If your model returns the above methods, they will make it work for both training and evaluation, and will use the evaluation scripts from pycocotools.


One note on the labels. The model considers class 0 as background. If your dataset does not contain the background class, you should not have 0 in your labels. For example, assuming you have just two classes, cat and dog, you can define 1 (not 0) to represent cats and 2 to represent dogs.

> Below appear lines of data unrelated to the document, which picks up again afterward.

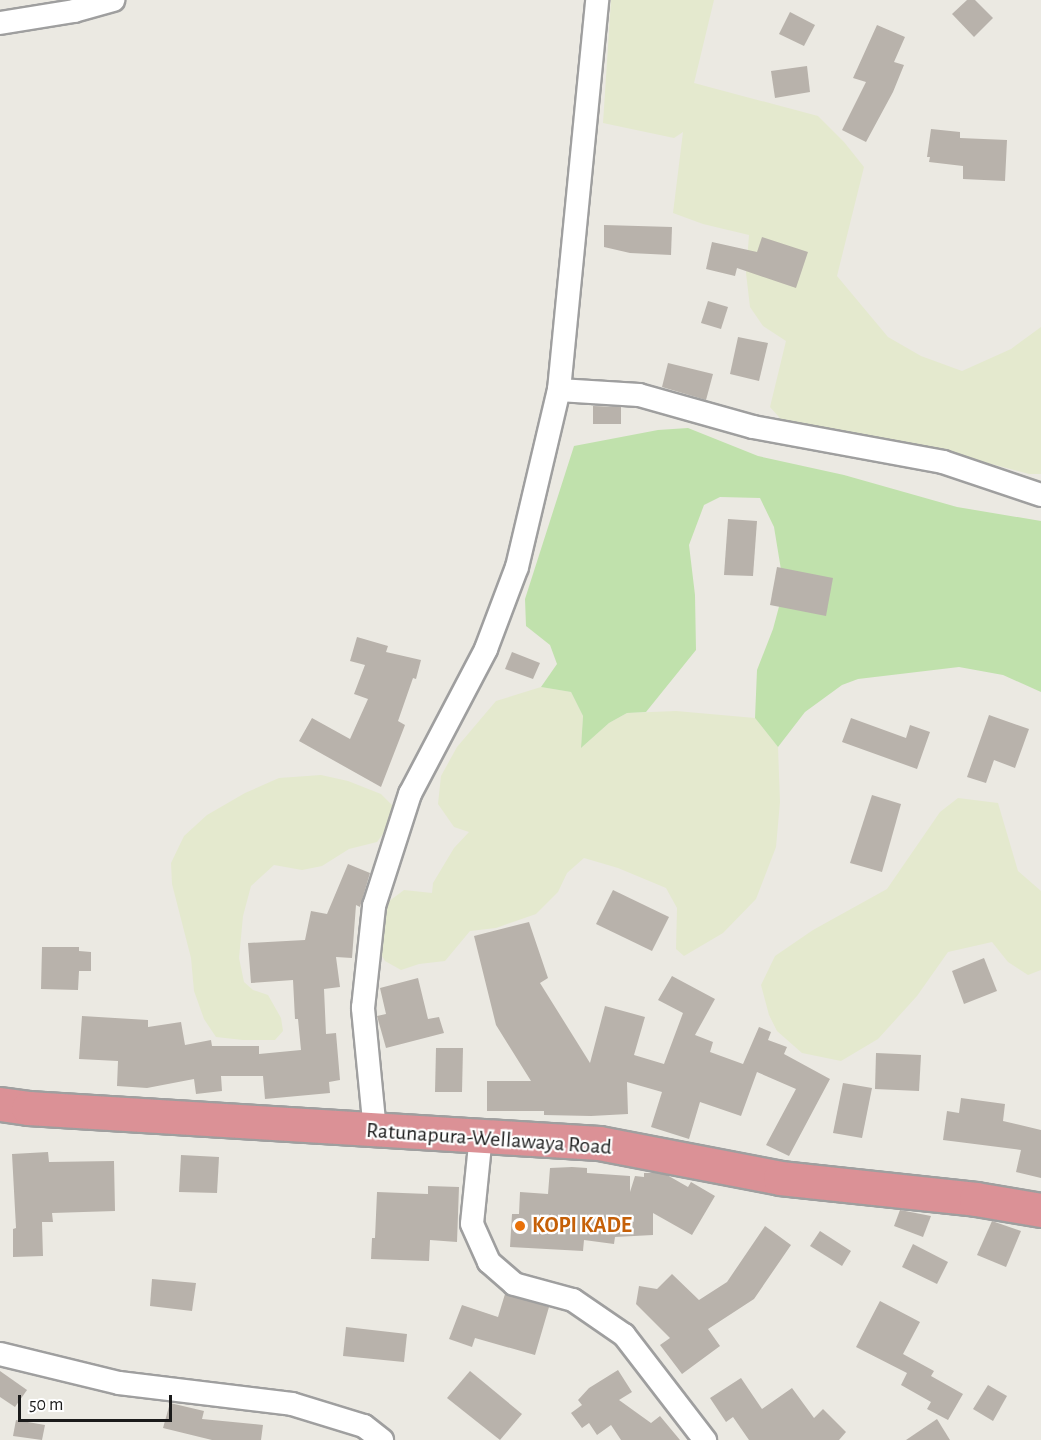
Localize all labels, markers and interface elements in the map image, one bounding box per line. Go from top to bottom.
street label: Ratunapura-Wellawaya Road [365,1117,613,1161]
place label: KOPI KADE [532,1213,632,1239]
marker: KOPI KADE [513,1219,527,1233]
scale bar [21,1383,176,1421]
text: 50 m [29,1396,63,1414]

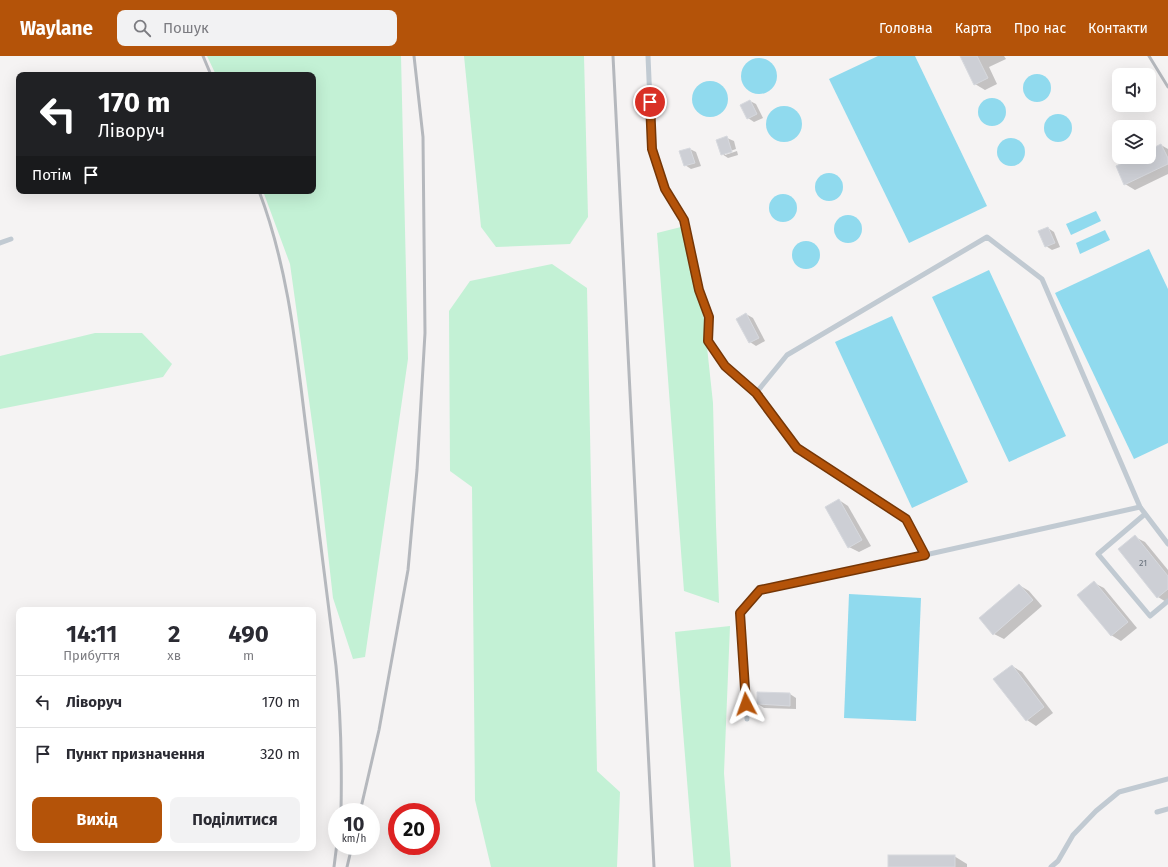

So, for instance, if one of the images has both classes, your labels tensor should look like [1,2].

Additionally, if you want to use aspect ratio grouping during training (so that each batch only contains images with similar aspect ratio), then it is recommended to also implement a `get_height_and_width` method, which returns the height and the width of the image. If this method is not provided, we query all elements of the dataset via `__getitem__` , which loads the image in memory and is slower than if a custom method is provided.


### Writing a custom dataset for Penn-Fudan

Let's write a dataset for the Penn-Fudan dataset.

First, let's download and extract the data, present in a zip file at https://www.cis.upenn.edu/~jshi/ped_html/PennFudanPed.zip

In [2]:
import os
import glob
import numpy as np
import torch
import torch.utils.data
from PIL import Image

class SMDDataset(torch.utils.data.Dataset):
    def __init__(self, yolo_dir, transform=None, target_transform=None):
        self.yolo_dir = yolo_dir
        self.images_dir = glob.glob(yolo_dir + "*.jpg")
        self.labels_dir = glob.glob(yolo_dir + "*.txt")
        
        self.transform = transform
        self.target_transform = target_transform

    def __len__(self):
        return len(self.images_dir)
    
    def read_yolo(self, label_path, height, width):
        with open(label_path, 'r') as f:
            data = f.readlines()
        data = [dat.split() for dat in data]
        data = np.array(data, dtype=float)
        labels = data[:, 1].astype('int64') # 0 - moving; 1 - category; 2 - distance
#         labels = data[:, :3].astype('int64') # 0 - moving; 1 - category; 2 - distance
        bboxes = data[:, -4:]
        bboxes[:, 0] = bboxes[:, 0] - bboxes[:, 2] / 2
        bboxes[:, 1] = bboxes[:, 1] - bboxes[:, 3] / 2
        bboxes[:, 2] = bboxes[:, 0] + bboxes[:, 2]
        bboxes[:, 3] = bboxes[:, 1] + bboxes[:, 3]
        
        return torch.from_numpy(labels), torch.from_numpy(bboxes)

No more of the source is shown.